RECORDS SHOWN:
----------------------------------------
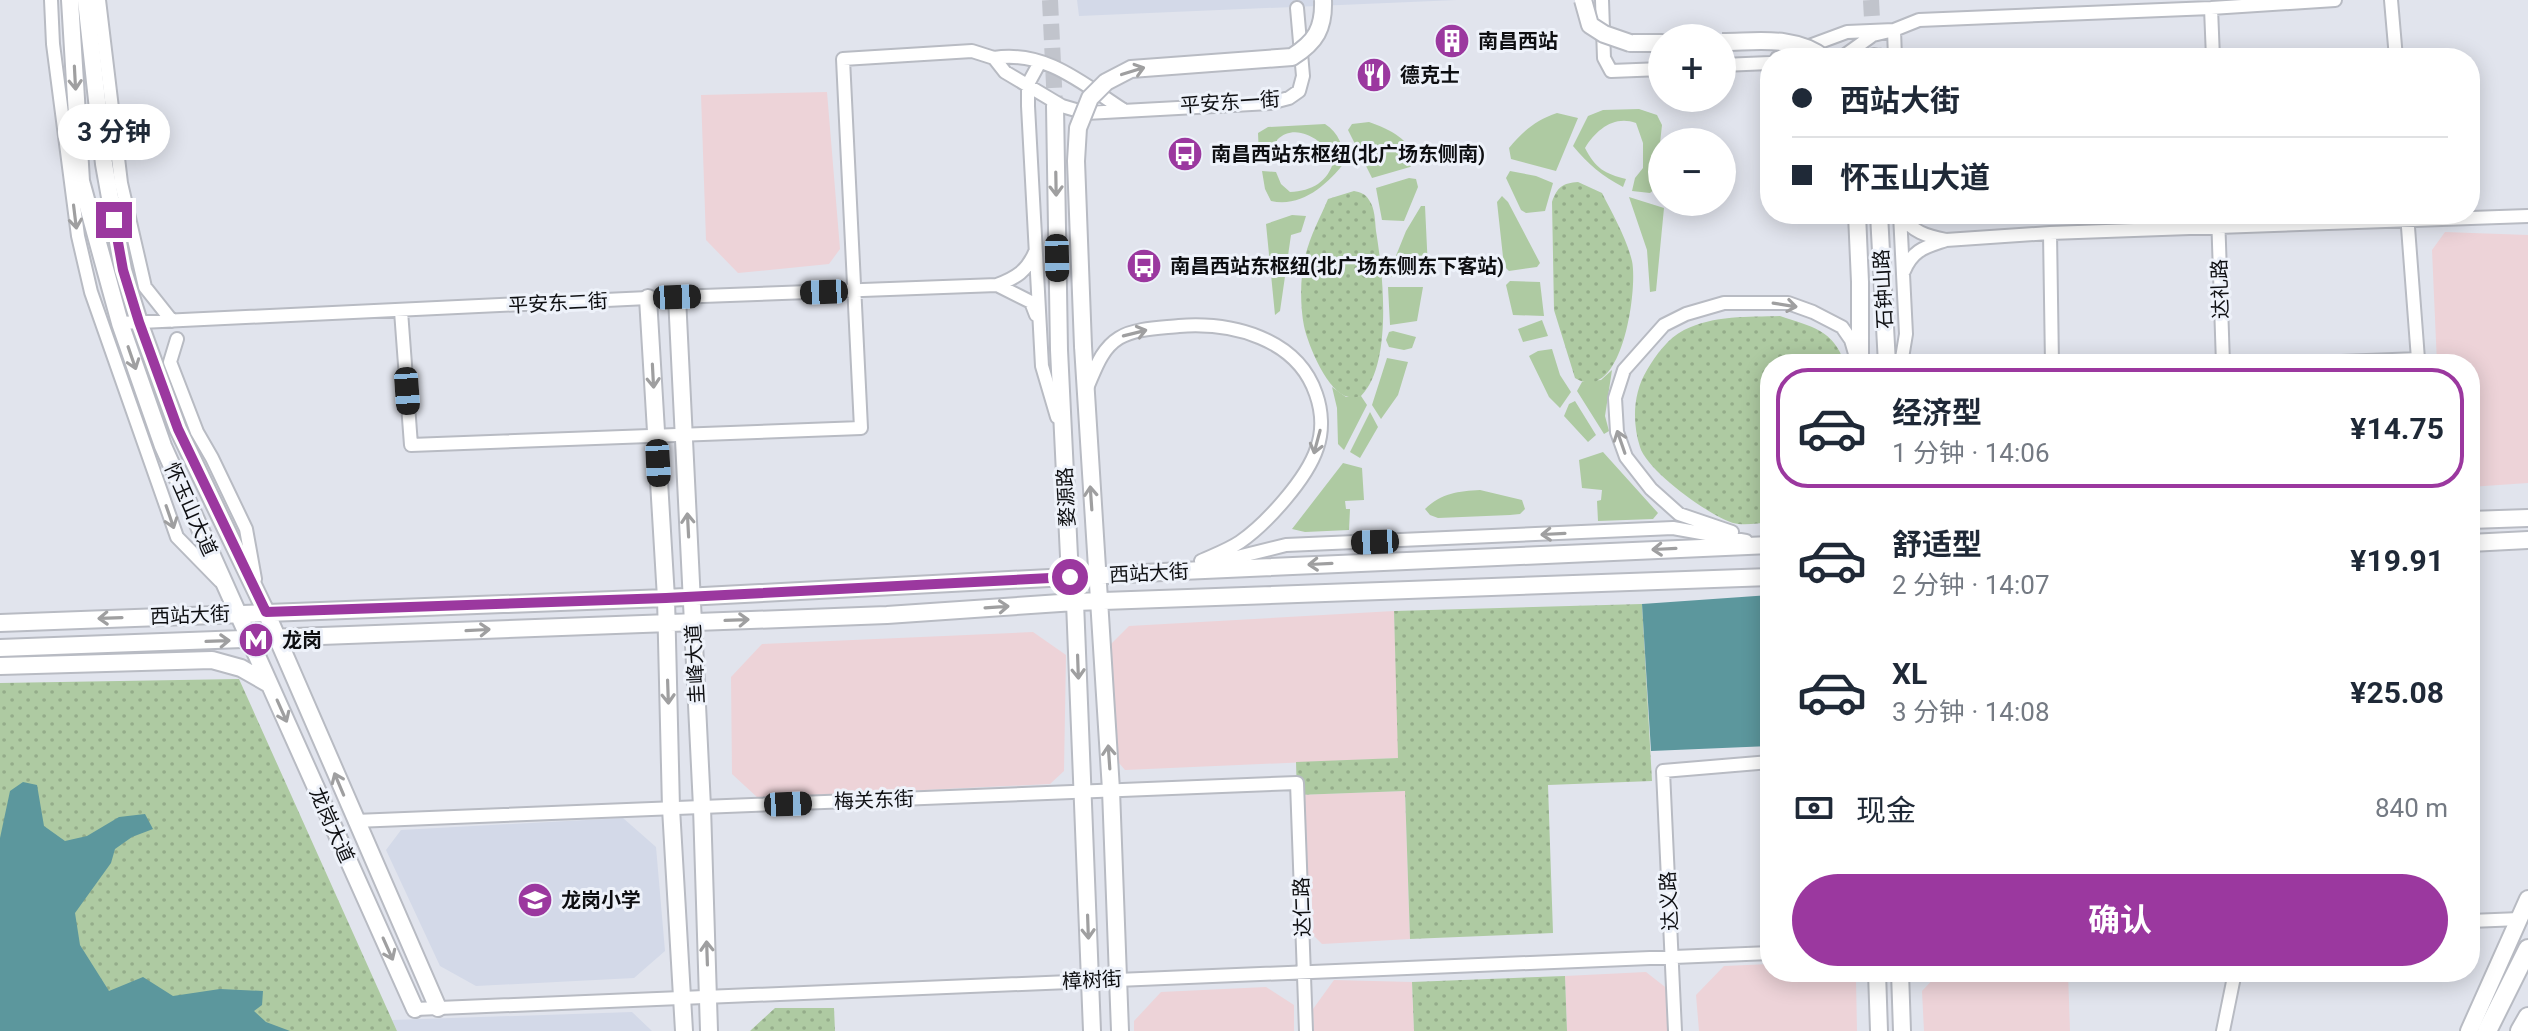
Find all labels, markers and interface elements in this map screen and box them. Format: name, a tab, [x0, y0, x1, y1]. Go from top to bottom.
----------------------------------------
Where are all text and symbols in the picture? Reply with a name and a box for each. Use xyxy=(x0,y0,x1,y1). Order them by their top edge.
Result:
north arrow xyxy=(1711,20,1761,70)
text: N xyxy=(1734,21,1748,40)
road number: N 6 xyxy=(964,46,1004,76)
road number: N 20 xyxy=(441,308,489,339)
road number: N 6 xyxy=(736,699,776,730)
----------------------------------------
WORK INSTRUCTIONS: Where a line in the entries holds the word "name", copy that line.

PROBLEM SOLUTION:
Find all labels, markers and interface elements in this map screen and box them. Format: name, a tab, [x0, y0, x1, y1]. Go from top to bottom.
Where are all text and symbols in the picture? Reply with a name and a box for each. Use xyxy=(x0,y0,x1,y1). Order them by their top edge.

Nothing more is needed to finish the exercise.